Il est surprenant d’apprendre que le journal de Claude Mauriac est confié à ses parents, sa famille, pour être lu puis discuté dans les lettres. Il est au centre de cette correspondance… Aussi, François Mauriac écrit en octobre 1939 : « J’ai relu le Journal que je tenais irrégulièrement durant la guerre 14‑18… À quel point il est le même que le tien, c’est hallucinant. Nous le feuillèterons ensemble »...
P.B. : C’est effectivement un aspect que j’ai découvert. À certaines périodes, ce n’est pas le cas en permanence, Claude donne à lire à ses parents, ou à ses sœurs, Claire et Luce, certains passages de son journal (il est évident qu’il les sélectionne et ne leur donne pas tout à lire…) C’est une lecture qui vient en complément des échanges par lettres qu’il a avec sa mère et surtout avec son père. Il peut ainsi, dans ces pages de journal comme dans ses lettres, se dévoiler ou se confier par une communication écrite qui permet beaucoup plus de nuances ou de précision qu’une conversation directe et qui surtout permet d’éviter le face-à-face.
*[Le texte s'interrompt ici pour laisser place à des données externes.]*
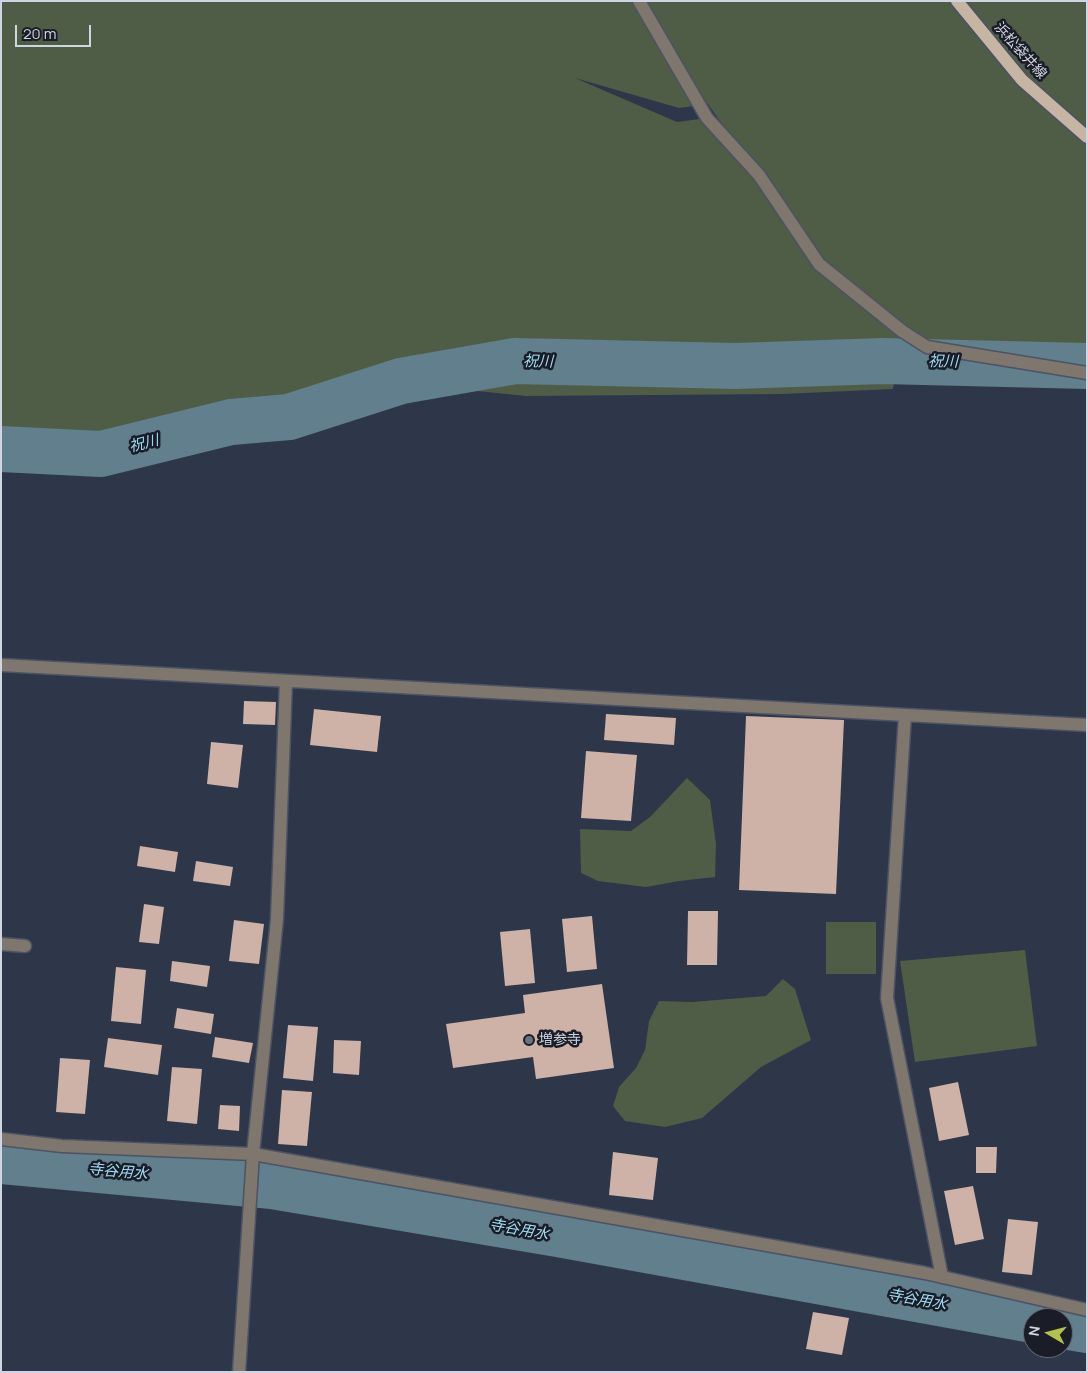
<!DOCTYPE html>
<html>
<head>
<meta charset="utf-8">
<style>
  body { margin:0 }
  #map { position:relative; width:1088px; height:1373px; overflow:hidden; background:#2e364a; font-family:Manrope,sans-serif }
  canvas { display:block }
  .frame { position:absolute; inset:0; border:2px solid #d0d5e2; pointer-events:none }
  .north { position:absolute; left:1023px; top:1308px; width:50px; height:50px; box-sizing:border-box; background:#1a1d27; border:1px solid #636772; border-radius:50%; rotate:278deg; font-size:14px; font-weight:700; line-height:20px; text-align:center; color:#d0d5e2 }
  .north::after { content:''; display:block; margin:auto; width:18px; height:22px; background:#b3c24b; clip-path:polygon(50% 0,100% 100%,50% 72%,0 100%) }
  .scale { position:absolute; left:15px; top:25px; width:76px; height:22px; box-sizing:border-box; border:2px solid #d0d5e2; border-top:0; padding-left:6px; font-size:15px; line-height:18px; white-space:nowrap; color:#d0d5e2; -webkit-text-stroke:4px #1a1d27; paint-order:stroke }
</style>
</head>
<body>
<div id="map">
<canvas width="1088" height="1373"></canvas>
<div class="frame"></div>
<div class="north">N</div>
<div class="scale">20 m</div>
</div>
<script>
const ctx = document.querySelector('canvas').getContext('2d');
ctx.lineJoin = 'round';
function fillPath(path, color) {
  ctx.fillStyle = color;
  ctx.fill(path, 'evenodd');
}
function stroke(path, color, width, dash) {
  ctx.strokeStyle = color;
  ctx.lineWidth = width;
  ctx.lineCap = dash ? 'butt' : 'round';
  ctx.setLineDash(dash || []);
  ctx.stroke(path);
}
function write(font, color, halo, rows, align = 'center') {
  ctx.font = font + ' Manrope,"Noto Sans JP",sans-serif';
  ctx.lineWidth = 5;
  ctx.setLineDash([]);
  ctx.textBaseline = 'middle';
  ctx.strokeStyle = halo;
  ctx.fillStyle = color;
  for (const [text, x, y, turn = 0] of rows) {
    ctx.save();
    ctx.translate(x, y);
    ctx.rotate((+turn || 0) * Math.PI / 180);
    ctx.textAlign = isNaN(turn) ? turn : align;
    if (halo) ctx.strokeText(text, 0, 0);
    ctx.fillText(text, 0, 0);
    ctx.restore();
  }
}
const green = new Path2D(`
  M1,1H1087V364L927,347L902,331L893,389L782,394L526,396L428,386L419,364L401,381L101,454L1,459ZM575,78L679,108L708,104L752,167L707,118L677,122Z
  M687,778L710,800L716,844L715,877L679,881L646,887L598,881L581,873L580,829L631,831L650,817Z
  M826,922H876V974H826Z
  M1025,950L1037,1046L915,1062L900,961Z
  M783,979L795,989L811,1040L761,1067L702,1118L665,1127L625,1121L613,1106L619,1087L636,1068L645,1050L649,1021L659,1001L692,1002L766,996Z`);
const river = new Path2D(`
  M1,449L101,454L231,422L289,417L401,381L515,361L736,366L882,361L1087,366
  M1,1161L272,1186L558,1234L1033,1320
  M1063,1326L1087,1330`);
const building = new Path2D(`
  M244,701L276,702L275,725L243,724Z
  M314,709L381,716L377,752L310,745Z
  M606,714L676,718L674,745L604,740Z
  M746,716L844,720L836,894L739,890Z
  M211,742L243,745L238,788L207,784Z
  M586,751L637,755L631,821L581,818Z
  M140,846L178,852L175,872L137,866Z
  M196,861L233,867L230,886L193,881Z
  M144,904L164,907L159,944L139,942Z
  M688,911H718L717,965H687Z
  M592,916L597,969L567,972L562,919Z
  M234,920L264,924L259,964L229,961Z
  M530,929L535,983L505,986L500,932Z
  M172,961L210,966L207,987L170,981Z
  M116,967L146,970L141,1024L111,1021Z
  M602,984L614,1068L536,1079L533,1057L453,1068L446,1024L525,1013L523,995Z
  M177,1008L214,1014L211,1034L174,1028Z
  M288,1025L318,1027L313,1081L283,1078Z
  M215,1037L253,1043L249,1063L212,1057Z
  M108,1038L162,1045L158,1075L104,1067Z
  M334,1040L361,1041L359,1075L333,1073Z
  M60,1058L90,1060L85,1114L56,1112Z
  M172,1067L202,1069L197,1124L167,1121Z
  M958,1082L969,1135L939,1141L929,1088Z
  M282,1090L312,1092L307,1146L278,1144Z
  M220,1105L240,1106L239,1131L218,1129Z
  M976,1147H997L996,1173H976Z
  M613,1152L658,1158L653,1200L609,1195Z
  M973,1186L984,1239L955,1245L944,1191Z
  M1008,1219L1038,1222L1032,1275L1002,1272Z
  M813,1312L849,1318L842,1355L806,1349Z`);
const minor = new Path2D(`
  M639,1L707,118L759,175L819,264L902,331L927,347L1087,373
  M1,665L1087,725
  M905,715L887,998L942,1277
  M1,944L25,946
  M1,1139L62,1146L253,1154L925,1273L1087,1310
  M239,1372L253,1154L277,919L286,681`);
const major = new Path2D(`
  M957,1L1022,80L1087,137`);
const markers = [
  [529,1040,5,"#6b7280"]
];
const streetNames = [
  ["浜松袋井線",1020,51,48]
];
const poiNames = [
  ["増参寺",539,1040]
];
const waterNames = [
  ["祝川",538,362,1],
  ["祝川",943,362,1],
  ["祝川",144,444,-14],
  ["寺谷用水",118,1172,5],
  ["寺谷用水",519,1230,10],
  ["寺谷用水",917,1300,10]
];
fillPath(green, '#4f5c46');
stroke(river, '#617f8c', 46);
fillPath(building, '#ceb1a7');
stroke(minor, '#4b5365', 15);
stroke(major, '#4b5365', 15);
stroke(minor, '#7f766e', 12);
stroke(major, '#c7b5a4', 12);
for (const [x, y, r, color] of markers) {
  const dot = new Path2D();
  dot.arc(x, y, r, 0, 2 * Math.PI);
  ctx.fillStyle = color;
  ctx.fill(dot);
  stroke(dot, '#1a1d27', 2);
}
write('14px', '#d0d5e2', '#1a1d27', streetNames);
write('14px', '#d0d5e2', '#1a1d27', poiNames, 'left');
write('italic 15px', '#9edbf3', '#1a1d27', waterNames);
</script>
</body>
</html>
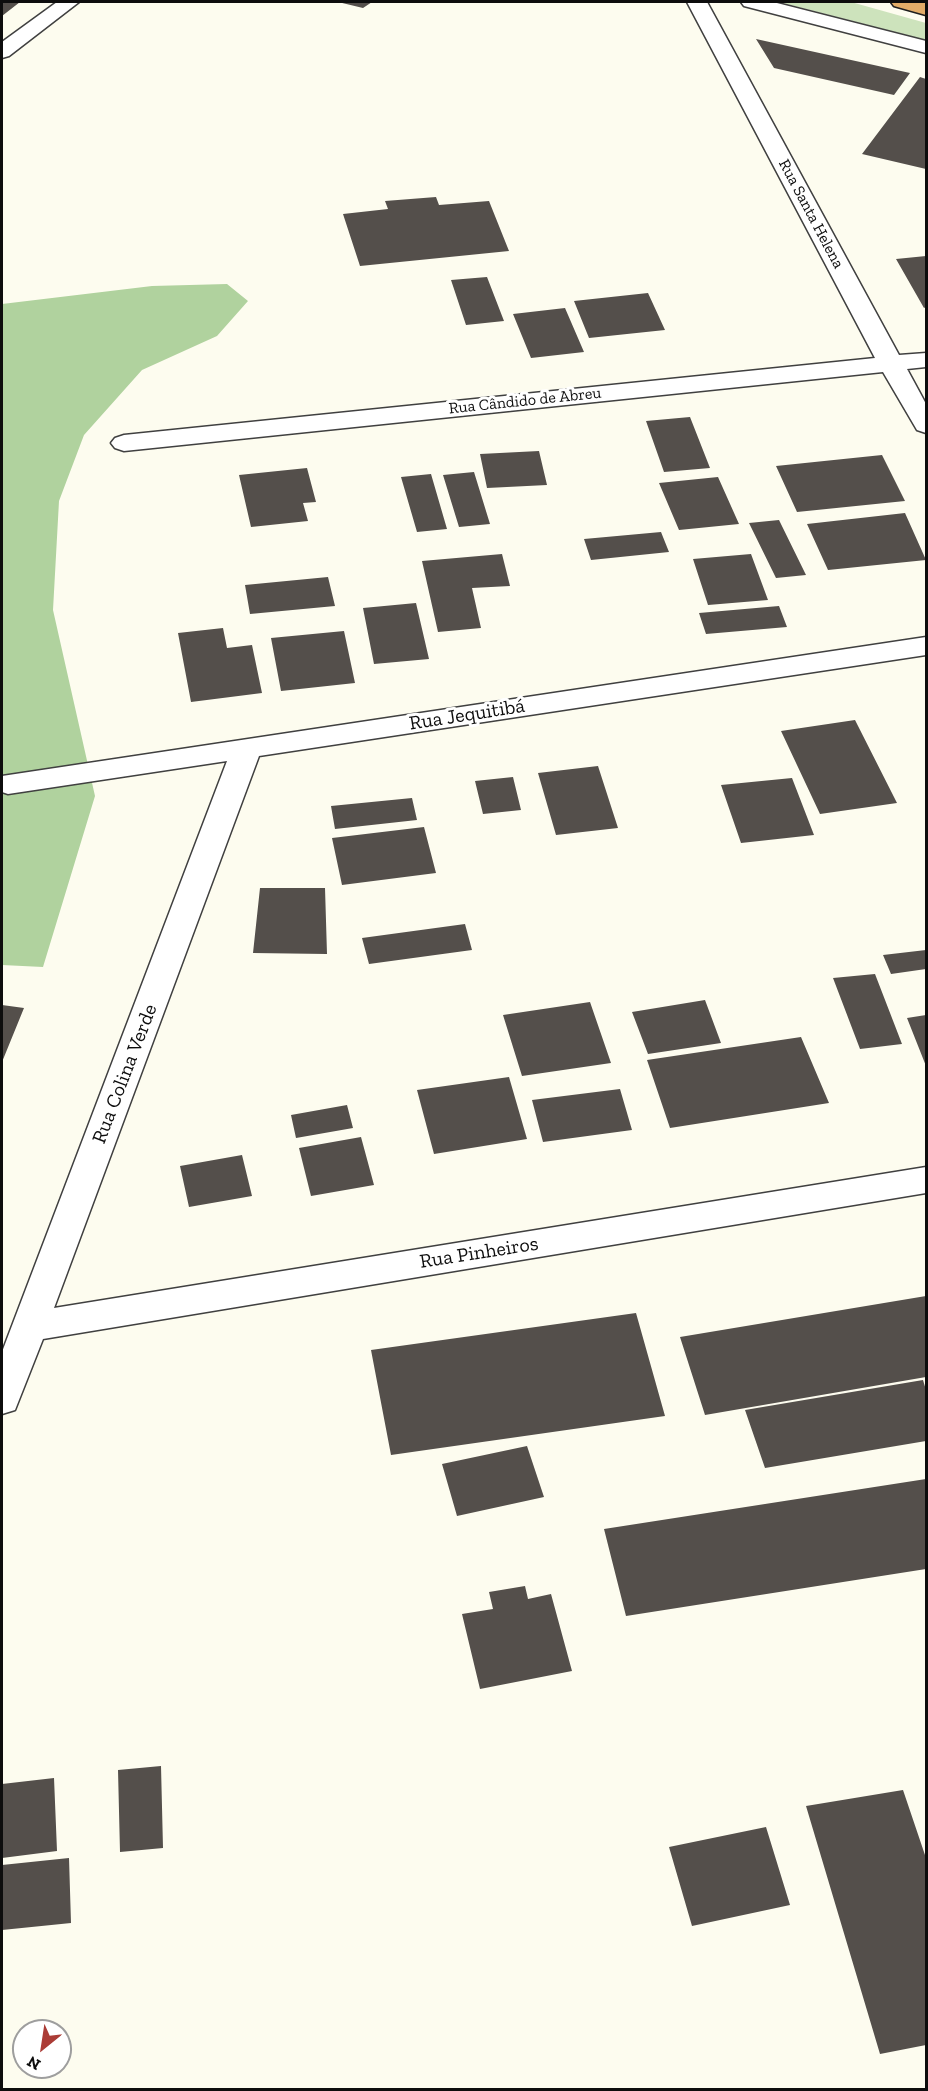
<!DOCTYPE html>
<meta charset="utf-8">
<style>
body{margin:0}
#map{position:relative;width:928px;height:2091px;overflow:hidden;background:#fdfcef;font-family:"Zilla Slab",serif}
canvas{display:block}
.frame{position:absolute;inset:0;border:3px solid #0d0d0d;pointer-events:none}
.north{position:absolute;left:12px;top:2019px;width:60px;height:60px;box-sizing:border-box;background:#fff;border:2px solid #9e9e9e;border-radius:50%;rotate:210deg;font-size:16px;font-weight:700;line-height:24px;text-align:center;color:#0d0d0d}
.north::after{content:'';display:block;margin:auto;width:21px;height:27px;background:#ab3c36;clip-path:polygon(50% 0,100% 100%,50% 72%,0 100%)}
</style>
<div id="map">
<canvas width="928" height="2091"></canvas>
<div class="frame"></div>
<div class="north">N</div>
</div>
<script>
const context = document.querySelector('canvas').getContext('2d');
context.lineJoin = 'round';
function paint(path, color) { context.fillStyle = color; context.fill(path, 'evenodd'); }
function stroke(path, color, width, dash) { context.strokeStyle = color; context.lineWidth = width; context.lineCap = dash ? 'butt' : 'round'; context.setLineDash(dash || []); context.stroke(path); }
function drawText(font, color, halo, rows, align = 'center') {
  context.font = font + ' "Zilla Slab",serif'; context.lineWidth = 6; context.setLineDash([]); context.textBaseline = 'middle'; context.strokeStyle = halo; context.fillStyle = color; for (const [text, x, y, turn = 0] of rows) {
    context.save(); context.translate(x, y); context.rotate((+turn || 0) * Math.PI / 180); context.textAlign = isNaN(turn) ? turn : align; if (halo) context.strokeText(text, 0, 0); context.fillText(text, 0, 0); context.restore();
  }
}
paint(new Path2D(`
 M 779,2 L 851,2 L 926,23 L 926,40 Z`), '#cde3bc');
paint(new Path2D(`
 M 227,284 L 248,301 L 217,336 L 142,370 L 84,435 L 59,501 L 53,610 L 95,796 L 43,967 L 2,965 L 2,304 L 152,286 Z`), '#b0d29e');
paint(new Path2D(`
 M 2,2 L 20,2 L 2,16 Z
 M 338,2 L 372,2 L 363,8 Z
 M 756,39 L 910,73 L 894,95 L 774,68 Z
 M 920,77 L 926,79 L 926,169 L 862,154 Z
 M 436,197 L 439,205 L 489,201 L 509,251 L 360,266 L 343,214 L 388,209 L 385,201 Z
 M 926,256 L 926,307 L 924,308 L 896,259 Z
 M 487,277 L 504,321 L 466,325 L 451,280 Z
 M 648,293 L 665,330 L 589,338 L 574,301 Z
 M 565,308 L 584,352 L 531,358 L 513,314 Z
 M 690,417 L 710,468 L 664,472 L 646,421 Z
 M 539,451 L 547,485 L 487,488 L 480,454 Z
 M 882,455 L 905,501 L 797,512 L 776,466 Z
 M 307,468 L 316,502 L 303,503 L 308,521 L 251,527 L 239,475 Z
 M 474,472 L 490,524 L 459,527 L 443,475 Z
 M 431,474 L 447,529 L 417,532 L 401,477 Z
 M 718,477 L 739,524 L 679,530 L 659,483 Z
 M 905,513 L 926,560 L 828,570 L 807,524 Z
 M 779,520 L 806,575 L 776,578 L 749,523 Z
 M 661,532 L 669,552 L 591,560 L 584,539 Z
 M 502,554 L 510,586 L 472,588 L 481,628 L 438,632 L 422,561 Z
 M 751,554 L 768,600 L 708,605 L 693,559 Z
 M 328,577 L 335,606 L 250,614 L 245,585 Z
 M 416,603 L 429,659 L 374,664 L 363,608 Z
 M 779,606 L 787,627 L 706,634 L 699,613 Z
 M 223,628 L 227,648 L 252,645 L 262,693 L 191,702 L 178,633 Z
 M 344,631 L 355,683 L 281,691 L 271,638 Z
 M 855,720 L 897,803 L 820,814 L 781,731 Z
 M 598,766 L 618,828 L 556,835 L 538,773 Z
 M 513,777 L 521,810 L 483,814 L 475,781 Z
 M 792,778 L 814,835 L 741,843 L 721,785 Z
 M 412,798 L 417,820 L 335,829 L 331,806 Z
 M 424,827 L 436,873 L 342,885 L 332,838 Z
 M 260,888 L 325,888 L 327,954 L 253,953 Z
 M 465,924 L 472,950 L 369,964 L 362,938 Z
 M 926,950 L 926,969 L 891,974 L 883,955 Z
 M 875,974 L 902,1044 L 860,1049 L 833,978 Z
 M 705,1000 L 721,1043 L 648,1054 L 632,1012 Z
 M 590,1002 L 611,1063 L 522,1076 L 503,1015 Z
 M 2,1005 L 24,1008 L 2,1062 Z
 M 926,1015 L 926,1066 L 907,1018 Z
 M 801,1037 L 829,1103 L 670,1128 L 647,1060 Z
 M 509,1077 L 527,1139 L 434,1154 L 417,1090 Z
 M 620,1089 L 632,1130 L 543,1142 L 532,1100 Z
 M 347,1105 L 353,1128 L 296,1138 L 291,1115 Z
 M 361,1137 L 374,1185 L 311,1196 L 299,1148 Z
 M 242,1155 L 252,1196 L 189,1207 L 180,1166 Z
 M 926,1296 L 926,1377 L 705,1415 L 680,1337 Z
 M 636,1313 L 665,1416 L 391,1455 L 371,1350 Z
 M 923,1380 L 926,1390 L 926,1441 L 765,1468 L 745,1410 Z
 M 527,1446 L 544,1497 L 457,1516 L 442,1464 Z
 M 926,1479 L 926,1569 L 626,1616 L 604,1529 Z
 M 525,1586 L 528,1599 L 551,1594 L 572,1671 L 480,1689 L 462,1614 L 493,1609 L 489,1592 Z
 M 161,1766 L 163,1848 L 120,1852 L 118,1770 Z
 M 54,1778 L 57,1851 L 2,1858 L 2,1784 Z
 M 903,1790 L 926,1858 L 926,2045 L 880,2054 L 806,1806 Z
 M 766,1827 L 790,1905 L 692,1926 L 669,1847 Z
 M 69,1858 L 71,1923 L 2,1930 L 2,1865 Z`), '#544f4b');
const minor = new Path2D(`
 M 57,2 L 79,2 L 9,56 L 2,58 L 2,42 Z
 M 687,2 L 707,2 L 899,355 L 926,353 L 926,367 L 907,369 L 926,404 L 926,433 L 917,430 L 883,372 L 124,451 L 115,448 L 111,443 L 115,438 L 124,435 L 875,358 Z
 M 741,2 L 773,2 L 926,41 L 926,53 L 744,6 Z
 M 926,637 L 926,655 L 259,756 L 54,1308 L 926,1167 L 926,1193 L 43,1339 L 15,1410 L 2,1414 L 2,1352 L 227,761 L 8,794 L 2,792 L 2,776 Z`);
const highway = new Path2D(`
 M 891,2 L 926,3 L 926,15 L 894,6 Z`);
stroke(minor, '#404040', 3);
stroke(highway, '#1e1e1e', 3);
paint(minor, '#fff');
paint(highway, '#e2ac68');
drawText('16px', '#0d0d0d', '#fff', [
 ["Rua Santa Helena",811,214,62],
 ["Rua Cândido de Abreu",525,401,-6]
]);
drawText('20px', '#0d0d0d', '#fff', [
 ["Rua Jequitibá",467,715,-9],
 ["Rua Colina Verde",125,1074,-69],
 ["Rua Pinheiros",479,1253,-9]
]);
</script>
Apparaît régulièrement dans cette correspondance l’idée que l’échange épistolaire, parce qu’il se fait in absentia, complète ou approfondit les conversations dans lesquelles parfois on s’enlise ou, par pudeur, on se retient d’aborder certains sujets. J’ai placé en exergue du livre cette remarque de François : « Puisque nous ne pouvons nous parler, écrivons-nous ».
Un ensemble important de lettres écrites pendant la Seconde guerre mondiale compose la partie centrale du volume. Elles témoignent du quotidien d’une famille française et de la vie intellectuelle sous l’Occupation...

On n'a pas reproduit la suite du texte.